From the entries below, gather each line containing the word "space".

▶ _The data_:
++++

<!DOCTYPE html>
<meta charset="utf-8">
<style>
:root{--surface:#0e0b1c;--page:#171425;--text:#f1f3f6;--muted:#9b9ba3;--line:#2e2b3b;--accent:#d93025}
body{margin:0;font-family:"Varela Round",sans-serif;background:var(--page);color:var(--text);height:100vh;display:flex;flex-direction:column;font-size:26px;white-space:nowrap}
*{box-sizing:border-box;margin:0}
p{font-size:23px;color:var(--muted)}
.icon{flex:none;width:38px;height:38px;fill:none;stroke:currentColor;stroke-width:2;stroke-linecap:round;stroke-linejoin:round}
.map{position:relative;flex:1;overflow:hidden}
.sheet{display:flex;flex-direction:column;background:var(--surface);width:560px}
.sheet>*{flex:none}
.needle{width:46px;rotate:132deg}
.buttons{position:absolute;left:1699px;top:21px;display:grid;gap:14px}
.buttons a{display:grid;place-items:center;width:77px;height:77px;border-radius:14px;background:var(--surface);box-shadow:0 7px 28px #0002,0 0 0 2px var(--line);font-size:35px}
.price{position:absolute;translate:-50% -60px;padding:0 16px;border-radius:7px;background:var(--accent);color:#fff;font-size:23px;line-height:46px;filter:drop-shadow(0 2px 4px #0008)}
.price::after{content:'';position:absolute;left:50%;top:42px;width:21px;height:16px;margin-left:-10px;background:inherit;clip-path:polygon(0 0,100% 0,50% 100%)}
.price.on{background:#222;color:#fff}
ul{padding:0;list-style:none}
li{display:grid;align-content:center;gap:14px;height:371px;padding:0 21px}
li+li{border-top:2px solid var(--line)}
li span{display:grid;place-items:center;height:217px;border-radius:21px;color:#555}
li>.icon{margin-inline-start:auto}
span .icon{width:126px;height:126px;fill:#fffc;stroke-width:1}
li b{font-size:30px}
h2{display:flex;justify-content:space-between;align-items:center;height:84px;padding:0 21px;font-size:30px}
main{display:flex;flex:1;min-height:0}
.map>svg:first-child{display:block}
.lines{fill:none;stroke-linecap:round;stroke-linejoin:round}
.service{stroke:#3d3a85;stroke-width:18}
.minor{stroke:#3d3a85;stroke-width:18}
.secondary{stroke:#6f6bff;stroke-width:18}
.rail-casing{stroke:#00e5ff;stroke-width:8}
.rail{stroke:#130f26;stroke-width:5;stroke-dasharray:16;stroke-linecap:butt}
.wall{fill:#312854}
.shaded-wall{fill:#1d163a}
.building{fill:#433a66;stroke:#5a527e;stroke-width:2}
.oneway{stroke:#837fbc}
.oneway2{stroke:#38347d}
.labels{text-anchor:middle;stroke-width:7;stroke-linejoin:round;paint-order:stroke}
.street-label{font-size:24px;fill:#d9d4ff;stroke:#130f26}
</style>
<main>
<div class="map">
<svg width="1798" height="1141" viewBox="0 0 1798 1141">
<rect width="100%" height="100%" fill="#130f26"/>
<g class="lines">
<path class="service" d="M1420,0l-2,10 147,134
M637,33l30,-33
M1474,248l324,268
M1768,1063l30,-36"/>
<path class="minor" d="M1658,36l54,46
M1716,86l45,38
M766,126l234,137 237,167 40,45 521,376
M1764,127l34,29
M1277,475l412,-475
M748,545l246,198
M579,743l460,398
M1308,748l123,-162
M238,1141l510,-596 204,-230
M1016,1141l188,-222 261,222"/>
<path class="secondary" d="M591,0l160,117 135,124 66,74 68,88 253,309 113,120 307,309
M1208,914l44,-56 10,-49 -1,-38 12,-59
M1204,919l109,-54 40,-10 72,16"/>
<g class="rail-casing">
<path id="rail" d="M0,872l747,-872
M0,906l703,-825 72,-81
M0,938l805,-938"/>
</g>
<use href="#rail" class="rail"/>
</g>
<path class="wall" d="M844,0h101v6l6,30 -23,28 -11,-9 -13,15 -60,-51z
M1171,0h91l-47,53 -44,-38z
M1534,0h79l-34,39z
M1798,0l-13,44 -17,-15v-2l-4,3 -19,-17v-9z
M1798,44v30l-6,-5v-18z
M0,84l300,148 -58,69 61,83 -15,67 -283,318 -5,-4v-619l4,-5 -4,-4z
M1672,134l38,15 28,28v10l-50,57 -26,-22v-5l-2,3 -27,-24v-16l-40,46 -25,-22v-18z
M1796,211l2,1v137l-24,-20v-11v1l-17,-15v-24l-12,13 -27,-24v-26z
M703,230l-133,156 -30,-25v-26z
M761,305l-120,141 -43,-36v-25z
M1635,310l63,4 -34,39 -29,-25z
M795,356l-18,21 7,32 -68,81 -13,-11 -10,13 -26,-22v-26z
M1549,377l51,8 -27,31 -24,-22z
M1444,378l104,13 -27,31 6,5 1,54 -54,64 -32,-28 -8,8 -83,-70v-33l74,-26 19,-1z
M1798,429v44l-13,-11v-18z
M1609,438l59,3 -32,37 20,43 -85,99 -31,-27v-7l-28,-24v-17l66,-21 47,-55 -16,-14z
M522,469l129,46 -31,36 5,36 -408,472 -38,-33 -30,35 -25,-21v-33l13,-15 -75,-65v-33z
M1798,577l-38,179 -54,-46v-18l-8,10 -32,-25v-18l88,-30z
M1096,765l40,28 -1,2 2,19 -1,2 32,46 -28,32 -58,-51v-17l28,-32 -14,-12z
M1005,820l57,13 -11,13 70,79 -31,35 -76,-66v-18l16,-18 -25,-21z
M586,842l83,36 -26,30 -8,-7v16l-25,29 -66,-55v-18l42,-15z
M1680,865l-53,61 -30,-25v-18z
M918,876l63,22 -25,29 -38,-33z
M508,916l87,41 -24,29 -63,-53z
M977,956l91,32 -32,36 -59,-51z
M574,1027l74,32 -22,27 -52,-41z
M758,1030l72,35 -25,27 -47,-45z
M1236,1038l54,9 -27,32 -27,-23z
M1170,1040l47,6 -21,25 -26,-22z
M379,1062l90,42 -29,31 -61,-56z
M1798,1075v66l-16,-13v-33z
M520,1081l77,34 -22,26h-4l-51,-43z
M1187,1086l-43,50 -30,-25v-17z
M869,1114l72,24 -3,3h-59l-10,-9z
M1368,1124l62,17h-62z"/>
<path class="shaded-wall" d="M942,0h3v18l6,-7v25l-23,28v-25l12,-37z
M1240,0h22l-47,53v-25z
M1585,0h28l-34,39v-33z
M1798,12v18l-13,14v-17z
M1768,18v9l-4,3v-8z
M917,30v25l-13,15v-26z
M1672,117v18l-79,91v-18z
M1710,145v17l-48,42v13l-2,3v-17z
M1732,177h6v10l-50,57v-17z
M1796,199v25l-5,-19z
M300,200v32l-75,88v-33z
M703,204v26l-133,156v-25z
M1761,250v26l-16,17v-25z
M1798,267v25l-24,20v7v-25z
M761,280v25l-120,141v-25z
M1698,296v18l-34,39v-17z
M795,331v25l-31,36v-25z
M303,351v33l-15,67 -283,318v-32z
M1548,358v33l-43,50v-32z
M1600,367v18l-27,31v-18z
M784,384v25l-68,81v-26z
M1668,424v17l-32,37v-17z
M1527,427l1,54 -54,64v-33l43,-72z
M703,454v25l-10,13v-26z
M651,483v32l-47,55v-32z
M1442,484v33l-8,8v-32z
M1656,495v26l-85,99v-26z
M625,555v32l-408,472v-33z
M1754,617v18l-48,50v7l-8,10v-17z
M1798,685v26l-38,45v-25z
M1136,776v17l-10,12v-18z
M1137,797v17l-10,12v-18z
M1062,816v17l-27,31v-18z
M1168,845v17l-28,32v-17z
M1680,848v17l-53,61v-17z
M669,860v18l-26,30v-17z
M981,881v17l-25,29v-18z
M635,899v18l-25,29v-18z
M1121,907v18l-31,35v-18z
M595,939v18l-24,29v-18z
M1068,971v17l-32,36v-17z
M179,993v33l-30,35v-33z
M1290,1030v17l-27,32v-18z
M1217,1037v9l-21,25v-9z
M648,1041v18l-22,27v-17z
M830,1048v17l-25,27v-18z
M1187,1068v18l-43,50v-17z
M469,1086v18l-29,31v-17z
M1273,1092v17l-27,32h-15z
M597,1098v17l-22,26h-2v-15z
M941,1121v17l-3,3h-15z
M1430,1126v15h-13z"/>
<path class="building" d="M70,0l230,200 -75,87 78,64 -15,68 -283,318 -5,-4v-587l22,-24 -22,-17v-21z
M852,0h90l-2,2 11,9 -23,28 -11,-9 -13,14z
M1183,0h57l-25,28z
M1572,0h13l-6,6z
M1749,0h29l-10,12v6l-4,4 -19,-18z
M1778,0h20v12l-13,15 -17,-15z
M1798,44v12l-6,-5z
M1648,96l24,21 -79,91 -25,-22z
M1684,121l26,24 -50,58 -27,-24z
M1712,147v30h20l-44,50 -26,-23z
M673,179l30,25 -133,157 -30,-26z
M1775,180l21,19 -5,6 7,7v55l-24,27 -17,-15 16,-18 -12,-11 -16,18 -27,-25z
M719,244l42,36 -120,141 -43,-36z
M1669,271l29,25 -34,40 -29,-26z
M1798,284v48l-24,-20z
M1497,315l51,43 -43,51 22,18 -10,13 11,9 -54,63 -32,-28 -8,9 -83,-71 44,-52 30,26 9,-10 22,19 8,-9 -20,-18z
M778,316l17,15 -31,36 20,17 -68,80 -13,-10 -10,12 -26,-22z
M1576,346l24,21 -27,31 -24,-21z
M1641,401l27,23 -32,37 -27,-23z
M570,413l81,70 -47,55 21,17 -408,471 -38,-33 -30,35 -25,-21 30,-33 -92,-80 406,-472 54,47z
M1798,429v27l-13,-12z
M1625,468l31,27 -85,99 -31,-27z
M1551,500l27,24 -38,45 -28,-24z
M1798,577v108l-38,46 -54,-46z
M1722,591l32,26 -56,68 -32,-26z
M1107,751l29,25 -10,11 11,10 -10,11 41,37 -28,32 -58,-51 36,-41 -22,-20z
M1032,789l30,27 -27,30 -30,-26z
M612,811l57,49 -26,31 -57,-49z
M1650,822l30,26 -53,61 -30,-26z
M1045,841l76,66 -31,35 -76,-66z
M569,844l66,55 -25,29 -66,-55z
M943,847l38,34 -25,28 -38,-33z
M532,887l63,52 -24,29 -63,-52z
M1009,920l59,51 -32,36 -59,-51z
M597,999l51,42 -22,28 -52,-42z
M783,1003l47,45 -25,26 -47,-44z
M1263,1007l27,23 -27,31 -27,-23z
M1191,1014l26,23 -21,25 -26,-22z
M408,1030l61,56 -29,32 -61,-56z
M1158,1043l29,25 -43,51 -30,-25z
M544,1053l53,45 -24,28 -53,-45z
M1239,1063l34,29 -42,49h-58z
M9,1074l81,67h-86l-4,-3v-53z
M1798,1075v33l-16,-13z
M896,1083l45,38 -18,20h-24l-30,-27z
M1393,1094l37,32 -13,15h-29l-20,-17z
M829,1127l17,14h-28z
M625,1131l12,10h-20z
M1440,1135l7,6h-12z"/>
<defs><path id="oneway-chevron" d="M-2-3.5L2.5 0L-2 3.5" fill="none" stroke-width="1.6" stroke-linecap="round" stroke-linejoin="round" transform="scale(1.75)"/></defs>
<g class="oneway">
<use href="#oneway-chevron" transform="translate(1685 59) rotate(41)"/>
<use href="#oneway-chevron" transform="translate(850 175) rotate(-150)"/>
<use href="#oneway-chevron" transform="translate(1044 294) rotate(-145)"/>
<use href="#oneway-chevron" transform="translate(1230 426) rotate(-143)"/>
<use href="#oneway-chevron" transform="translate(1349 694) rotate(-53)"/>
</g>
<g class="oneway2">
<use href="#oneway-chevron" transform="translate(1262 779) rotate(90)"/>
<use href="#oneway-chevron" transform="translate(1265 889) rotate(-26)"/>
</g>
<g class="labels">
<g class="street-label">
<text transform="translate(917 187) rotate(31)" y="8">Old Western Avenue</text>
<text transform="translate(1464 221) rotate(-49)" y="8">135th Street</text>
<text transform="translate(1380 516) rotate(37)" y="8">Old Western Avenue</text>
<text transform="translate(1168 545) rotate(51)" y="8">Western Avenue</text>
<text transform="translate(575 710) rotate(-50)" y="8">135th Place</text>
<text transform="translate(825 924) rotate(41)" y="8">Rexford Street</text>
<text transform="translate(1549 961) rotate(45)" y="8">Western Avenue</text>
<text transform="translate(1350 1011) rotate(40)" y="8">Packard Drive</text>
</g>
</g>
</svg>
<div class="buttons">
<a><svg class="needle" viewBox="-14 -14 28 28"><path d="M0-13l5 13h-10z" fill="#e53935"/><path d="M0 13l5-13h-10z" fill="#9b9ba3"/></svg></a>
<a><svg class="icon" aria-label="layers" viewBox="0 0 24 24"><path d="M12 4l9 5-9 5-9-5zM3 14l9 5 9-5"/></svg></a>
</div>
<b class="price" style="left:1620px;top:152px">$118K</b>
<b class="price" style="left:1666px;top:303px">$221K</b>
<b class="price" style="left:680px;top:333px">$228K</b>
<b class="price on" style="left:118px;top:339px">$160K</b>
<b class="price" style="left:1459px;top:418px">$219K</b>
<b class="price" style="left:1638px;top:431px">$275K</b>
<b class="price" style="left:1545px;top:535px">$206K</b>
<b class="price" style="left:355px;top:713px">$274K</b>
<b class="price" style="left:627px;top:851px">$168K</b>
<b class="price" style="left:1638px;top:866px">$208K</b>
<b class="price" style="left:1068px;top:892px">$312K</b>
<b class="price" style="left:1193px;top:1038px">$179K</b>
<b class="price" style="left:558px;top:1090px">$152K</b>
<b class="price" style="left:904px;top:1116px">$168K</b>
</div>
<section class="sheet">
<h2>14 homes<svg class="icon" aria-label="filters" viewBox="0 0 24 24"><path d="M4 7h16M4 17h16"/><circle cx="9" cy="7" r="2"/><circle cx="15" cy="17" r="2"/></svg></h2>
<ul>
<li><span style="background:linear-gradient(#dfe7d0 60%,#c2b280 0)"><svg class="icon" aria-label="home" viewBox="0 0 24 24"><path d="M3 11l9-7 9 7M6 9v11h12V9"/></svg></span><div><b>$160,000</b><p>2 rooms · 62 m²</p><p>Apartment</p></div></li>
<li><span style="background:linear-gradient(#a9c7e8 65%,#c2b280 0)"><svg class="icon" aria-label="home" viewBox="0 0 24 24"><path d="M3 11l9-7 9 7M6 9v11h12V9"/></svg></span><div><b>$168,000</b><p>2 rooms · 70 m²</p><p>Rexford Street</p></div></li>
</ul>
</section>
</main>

++++

▶ _Final answer_:
body{margin:0;font-family:"Varela Round",sans-serif;background:var(--page);color:var(--text);height:100vh;display:flex;flex-direction:column;font-size:26px;white-space:nowrap}
h2{display:flex;justify-content:space-between;align-items:center;height:84px;padding:0 21px;font-size:30px}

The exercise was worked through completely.